Beyond these improvements, Chrome 64-bit is quite similar to other Chrome versions. Chrome is much more than just a web browsing engine but an operating system onto itself. That’s a big reason why Google is able to achieve such superb performance and compatibility. It runs all types of webpages and web services, including sophisticated Internet-based games. It also supports most major technologies and standards, including HTML5 and Flash.
Perhaps the greatest secret to Chrome’s success is that it’s easy to use. It’s very hands-off for casual users, and its Omnibox textbox lets you enter just about anything. Chrome will react to your input based on context, such as redirecting to a URL or executing a search. It features a modern tabbed interface, and creating and moving tabs around is simple and intuitive.
Another aspect that makes Google Chrome 64-bit stand out is the level of personalization it provides. Consider that entire other web browsers have been based on the Chrome engine, and Chrome provides you that same level of control. The control panel gives you access to an expansive selection of settings. You can also control the aesthetics of Chrome through themes and add functionality to it via extensions. Themes and extensions are available through the community or you can create them yourself.
Chrome 64-bit provides a synchronized experience as well. Use Google as your cloud or another service, or you can carry a personal cloud on a USB flash drive or the like for greater security. Automatically sync your data between desktop PCs, laptops, tablets, smartphones, and more. These sync tools work great with Android, but they’re quite open and work with iOS and Windows too.
Your privacy is valued too. There’s an easy-to-use Incognito mode. In this mode, you don’t leave a trail, and webpages have access to far less information. Even in standard surfing mode, clearing your browsing data is a one-click affair. You can even set Chrome to automatically clear that data each time you close the program.
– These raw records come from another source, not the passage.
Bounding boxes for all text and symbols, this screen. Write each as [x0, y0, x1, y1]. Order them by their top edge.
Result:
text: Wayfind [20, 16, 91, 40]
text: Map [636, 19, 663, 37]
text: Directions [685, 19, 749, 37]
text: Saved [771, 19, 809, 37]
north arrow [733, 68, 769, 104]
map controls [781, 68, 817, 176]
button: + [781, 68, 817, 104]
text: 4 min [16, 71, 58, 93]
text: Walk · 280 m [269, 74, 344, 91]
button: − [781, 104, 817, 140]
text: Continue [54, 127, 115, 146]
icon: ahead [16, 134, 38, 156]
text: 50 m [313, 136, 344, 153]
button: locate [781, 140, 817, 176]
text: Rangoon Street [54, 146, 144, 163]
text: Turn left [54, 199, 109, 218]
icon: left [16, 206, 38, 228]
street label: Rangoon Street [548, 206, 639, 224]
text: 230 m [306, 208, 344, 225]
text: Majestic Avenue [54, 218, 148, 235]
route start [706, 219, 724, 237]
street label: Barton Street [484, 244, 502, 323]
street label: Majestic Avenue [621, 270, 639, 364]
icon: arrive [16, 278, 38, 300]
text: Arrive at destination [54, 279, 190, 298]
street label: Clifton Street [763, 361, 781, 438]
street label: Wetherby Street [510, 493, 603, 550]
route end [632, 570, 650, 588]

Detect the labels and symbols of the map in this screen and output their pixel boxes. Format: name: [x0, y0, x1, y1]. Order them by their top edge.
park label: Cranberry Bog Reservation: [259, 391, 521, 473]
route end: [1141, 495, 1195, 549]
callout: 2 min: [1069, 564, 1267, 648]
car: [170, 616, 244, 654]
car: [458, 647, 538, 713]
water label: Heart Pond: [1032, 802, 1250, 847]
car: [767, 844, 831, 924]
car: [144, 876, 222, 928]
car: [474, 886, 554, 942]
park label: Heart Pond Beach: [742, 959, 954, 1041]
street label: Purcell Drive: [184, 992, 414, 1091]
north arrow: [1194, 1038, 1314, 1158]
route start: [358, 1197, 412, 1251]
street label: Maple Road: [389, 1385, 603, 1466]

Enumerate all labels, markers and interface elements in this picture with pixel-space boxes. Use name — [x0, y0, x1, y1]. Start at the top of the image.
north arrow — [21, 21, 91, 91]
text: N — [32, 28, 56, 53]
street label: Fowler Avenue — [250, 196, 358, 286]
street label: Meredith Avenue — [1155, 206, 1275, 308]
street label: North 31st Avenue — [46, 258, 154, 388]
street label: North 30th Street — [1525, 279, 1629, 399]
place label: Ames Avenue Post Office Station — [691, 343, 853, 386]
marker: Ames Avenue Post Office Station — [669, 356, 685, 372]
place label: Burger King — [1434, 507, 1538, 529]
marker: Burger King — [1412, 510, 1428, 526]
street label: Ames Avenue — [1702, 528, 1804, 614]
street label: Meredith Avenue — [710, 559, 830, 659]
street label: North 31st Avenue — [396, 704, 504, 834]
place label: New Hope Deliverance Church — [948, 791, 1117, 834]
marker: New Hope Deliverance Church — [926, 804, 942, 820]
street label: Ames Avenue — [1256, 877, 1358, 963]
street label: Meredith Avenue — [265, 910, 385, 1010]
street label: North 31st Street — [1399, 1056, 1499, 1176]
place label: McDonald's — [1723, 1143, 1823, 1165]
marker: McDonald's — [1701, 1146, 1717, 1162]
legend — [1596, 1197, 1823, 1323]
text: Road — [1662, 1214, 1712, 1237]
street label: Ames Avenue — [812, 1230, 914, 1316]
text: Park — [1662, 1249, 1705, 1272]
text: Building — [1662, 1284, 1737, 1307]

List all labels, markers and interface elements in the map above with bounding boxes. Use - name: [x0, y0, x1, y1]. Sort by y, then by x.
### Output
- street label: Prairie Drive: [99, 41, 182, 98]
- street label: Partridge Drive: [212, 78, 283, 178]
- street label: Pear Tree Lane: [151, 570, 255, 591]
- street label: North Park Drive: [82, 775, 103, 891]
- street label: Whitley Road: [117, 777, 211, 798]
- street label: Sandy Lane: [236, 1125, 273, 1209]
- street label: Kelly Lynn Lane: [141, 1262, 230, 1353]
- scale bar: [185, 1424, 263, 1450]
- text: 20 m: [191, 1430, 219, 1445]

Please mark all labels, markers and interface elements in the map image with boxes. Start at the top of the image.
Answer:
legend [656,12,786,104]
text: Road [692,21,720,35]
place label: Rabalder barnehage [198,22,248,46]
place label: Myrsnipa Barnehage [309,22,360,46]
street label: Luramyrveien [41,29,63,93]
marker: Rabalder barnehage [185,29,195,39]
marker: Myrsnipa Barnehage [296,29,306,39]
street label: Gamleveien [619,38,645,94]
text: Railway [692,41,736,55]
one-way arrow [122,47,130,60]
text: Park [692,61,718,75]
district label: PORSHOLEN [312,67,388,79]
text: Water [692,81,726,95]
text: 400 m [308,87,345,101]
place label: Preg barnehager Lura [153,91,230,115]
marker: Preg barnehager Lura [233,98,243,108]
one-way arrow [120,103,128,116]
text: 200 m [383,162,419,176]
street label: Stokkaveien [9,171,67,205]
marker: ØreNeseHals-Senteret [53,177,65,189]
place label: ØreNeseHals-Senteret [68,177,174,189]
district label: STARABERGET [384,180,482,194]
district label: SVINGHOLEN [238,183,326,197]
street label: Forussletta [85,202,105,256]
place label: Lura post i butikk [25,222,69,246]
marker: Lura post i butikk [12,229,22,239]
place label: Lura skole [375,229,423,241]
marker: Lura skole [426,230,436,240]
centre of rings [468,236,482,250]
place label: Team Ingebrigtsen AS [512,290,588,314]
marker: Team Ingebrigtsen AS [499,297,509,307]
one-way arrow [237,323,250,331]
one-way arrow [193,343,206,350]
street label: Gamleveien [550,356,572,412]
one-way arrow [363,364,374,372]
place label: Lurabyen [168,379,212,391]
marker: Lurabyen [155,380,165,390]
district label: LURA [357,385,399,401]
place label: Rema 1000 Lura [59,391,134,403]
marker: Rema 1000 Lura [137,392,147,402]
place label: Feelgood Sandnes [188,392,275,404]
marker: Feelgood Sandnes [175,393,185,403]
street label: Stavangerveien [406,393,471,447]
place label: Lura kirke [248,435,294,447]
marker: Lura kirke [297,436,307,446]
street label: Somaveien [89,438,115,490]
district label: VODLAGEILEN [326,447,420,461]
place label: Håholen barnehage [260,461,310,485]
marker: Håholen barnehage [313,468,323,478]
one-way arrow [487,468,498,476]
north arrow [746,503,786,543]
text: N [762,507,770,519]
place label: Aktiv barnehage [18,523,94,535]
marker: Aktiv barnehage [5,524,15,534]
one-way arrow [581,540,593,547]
The Chrome engine is very standard-based and strict. The idea is that if everyone adheres to these standards, a webpage designed once looks great in all applications. This is an ideal and not a reality. Standards get interpreted different ways or ignored altogether when they’re cumbersome. Strictness works against Chrome sometimes, particularly when a page breaks with standards to achieve an effect. This isn’t a big problem overall, and all web browsers are affected like this to some degree.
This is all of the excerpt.